We did not observe any impact of  heparin administration on the three-month mortality and on the incidence of a good neurological outcome  in our study. There are several possible reasons for this finding: Is it a small number of patients in the study? Is it the absence of any effect of heparin, an unsuitable study design, an incorrect dosage of heparin or a choice of unsuitable endpoints? All of the above mentioned elements may influence the result. We are sure that more patients included would be beneficial, how-ever, the outcome was not the primary endpoint. An optimal way would be to perform a double-blinded clinical study with a high number of randomized patients and  thoroughly defined pre-hospital and hospital care, with heparin dosages in units/kg of body weight and a technical primary endpoint directly assessing the coagulation activity and the state of microcirculation. Nevertheless, such a study would be extremely demanding in regard to  financing, time and organization, especially in view of  the fact that the study concerns a pre-hospital intervention in patients with OHCA during CPR.
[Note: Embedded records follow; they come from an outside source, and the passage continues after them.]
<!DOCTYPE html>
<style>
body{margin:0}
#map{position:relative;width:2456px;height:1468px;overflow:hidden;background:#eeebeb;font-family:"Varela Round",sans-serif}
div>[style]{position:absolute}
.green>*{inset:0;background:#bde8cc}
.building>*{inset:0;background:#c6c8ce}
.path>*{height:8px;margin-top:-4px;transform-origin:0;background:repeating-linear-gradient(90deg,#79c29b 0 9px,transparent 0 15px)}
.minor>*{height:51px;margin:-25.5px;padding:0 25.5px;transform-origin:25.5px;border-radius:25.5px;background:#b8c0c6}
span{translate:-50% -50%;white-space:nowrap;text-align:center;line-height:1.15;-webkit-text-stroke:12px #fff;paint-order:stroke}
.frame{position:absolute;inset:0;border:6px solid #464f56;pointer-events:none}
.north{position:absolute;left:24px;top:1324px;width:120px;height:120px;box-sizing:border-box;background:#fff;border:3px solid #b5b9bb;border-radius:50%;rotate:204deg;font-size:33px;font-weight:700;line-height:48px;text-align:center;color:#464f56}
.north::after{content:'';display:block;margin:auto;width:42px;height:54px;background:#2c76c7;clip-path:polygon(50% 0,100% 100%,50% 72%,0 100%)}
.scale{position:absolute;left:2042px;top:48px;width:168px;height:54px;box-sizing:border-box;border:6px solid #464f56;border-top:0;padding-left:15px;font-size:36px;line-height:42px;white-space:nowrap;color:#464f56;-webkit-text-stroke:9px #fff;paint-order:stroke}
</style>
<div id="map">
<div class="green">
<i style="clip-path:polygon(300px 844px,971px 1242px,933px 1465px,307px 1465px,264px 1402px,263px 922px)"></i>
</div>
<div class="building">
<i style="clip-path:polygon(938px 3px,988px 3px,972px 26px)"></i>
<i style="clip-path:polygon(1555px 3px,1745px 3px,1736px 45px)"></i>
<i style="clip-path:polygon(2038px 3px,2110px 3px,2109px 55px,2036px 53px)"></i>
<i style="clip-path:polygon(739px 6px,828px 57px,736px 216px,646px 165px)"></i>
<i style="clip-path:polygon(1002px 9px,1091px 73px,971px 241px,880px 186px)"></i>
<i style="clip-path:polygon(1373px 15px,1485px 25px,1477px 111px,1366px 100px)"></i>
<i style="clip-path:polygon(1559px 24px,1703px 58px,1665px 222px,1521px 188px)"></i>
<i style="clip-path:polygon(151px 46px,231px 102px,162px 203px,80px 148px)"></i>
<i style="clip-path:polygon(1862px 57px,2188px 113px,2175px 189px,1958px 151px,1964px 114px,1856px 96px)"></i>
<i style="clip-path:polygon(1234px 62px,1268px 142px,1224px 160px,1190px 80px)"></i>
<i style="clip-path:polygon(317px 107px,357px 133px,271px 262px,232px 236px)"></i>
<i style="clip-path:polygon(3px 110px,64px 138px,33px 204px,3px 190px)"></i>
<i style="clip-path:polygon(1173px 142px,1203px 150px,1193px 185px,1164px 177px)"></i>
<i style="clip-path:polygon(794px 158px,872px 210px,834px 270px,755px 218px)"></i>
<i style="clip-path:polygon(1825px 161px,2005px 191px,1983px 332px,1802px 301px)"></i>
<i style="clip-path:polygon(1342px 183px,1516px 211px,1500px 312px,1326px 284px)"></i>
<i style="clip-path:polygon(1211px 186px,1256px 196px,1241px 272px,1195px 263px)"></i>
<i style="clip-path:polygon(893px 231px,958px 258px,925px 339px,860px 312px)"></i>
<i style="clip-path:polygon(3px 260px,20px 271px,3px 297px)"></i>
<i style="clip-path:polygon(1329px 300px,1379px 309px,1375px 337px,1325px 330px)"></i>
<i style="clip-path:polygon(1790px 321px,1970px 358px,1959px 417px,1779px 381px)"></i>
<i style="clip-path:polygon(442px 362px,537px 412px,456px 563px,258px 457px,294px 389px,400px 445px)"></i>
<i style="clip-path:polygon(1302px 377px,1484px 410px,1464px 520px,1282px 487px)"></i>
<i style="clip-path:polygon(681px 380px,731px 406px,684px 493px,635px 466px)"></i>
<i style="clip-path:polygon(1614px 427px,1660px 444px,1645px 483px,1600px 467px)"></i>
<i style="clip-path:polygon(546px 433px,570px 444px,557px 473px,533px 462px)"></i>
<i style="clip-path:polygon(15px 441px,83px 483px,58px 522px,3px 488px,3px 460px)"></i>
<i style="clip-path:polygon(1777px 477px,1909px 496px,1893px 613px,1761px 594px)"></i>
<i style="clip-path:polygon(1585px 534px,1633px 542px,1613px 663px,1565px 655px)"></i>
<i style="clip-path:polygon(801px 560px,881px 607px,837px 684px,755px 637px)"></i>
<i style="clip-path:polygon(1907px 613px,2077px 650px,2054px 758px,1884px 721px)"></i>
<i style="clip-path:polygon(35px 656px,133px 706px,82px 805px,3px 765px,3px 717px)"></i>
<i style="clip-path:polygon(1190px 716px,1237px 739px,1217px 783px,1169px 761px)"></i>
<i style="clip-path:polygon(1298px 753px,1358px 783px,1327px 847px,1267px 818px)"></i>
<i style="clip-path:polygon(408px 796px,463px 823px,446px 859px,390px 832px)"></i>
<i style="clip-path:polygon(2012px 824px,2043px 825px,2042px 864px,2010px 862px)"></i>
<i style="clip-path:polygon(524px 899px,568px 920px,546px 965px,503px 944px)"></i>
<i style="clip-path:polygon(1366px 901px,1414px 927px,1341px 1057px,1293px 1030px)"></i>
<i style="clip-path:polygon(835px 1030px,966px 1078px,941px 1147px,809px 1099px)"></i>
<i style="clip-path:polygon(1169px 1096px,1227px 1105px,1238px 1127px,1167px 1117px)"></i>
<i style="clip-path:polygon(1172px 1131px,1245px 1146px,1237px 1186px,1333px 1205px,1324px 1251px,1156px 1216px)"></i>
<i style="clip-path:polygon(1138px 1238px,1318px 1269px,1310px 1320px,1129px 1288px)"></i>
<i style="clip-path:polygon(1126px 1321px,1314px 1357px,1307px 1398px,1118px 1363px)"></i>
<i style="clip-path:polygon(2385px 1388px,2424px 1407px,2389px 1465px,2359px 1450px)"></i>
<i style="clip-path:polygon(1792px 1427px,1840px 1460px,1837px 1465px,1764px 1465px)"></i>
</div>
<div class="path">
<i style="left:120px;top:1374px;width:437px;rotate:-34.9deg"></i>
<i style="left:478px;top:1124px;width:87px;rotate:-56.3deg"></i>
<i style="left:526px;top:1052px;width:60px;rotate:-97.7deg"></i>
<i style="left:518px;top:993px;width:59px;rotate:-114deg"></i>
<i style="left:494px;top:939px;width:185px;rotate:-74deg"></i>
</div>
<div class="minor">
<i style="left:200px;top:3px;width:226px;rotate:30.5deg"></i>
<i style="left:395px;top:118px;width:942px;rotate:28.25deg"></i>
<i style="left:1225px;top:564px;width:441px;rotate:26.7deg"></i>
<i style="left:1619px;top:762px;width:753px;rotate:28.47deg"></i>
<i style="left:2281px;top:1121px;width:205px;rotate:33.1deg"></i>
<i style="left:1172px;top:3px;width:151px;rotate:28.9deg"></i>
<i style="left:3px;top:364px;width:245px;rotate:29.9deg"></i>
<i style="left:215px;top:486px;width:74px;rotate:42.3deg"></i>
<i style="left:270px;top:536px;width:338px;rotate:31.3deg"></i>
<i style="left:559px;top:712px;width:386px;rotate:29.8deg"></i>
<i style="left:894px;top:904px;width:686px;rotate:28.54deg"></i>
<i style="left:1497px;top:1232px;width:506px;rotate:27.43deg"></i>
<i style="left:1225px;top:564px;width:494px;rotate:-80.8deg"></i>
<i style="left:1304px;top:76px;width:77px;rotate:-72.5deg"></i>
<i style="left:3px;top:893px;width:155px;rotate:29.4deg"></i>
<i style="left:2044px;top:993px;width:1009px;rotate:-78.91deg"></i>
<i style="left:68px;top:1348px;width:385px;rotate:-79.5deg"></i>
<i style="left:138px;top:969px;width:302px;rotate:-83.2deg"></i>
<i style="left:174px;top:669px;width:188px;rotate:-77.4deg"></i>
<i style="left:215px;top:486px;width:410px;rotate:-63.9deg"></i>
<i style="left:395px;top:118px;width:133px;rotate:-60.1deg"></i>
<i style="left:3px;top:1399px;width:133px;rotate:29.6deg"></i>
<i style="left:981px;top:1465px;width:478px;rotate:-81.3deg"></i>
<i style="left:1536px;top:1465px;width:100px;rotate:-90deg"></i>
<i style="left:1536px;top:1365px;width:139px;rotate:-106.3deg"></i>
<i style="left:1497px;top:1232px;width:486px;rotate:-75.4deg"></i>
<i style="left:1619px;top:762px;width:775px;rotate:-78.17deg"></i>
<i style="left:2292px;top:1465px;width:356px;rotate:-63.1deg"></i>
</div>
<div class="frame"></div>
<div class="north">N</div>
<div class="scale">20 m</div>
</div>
The major limitation of the study is the sample size. It is not large enough to evaluate the impact of the study intervention  on the neurological prognosis. However, the primary endpoint was a safety issue and because of absence of previous data about this topic, sample size was not possible to calculate.
In conclusion, the intravenous administration of non-fractionated heparin in a dose of 10 000 units during CPR for  out-of-hospital cardiac arrest in patients with supposed AMI was a safe procedure. We did not observe any improvement in  patients´ prognosis. Though the procedure proved safe, we recommend postponing the administration of heparin until the return of spontaneous circulation, the assessment of  clinical state and the recording of a  twelve-lead ECG and until further specification of the diagnosis or of acute coronary syndrome or pulmonary embolism. Our pilot study presents more questions than answers. However, it is important from our point of view that the study proved the safety and simplicity of the procedure.


The study was supported by the research grants IGA MHCZ NR/7970-3, IGA MHCZ NS10383-2/2009 and by a research project MZO 00179906.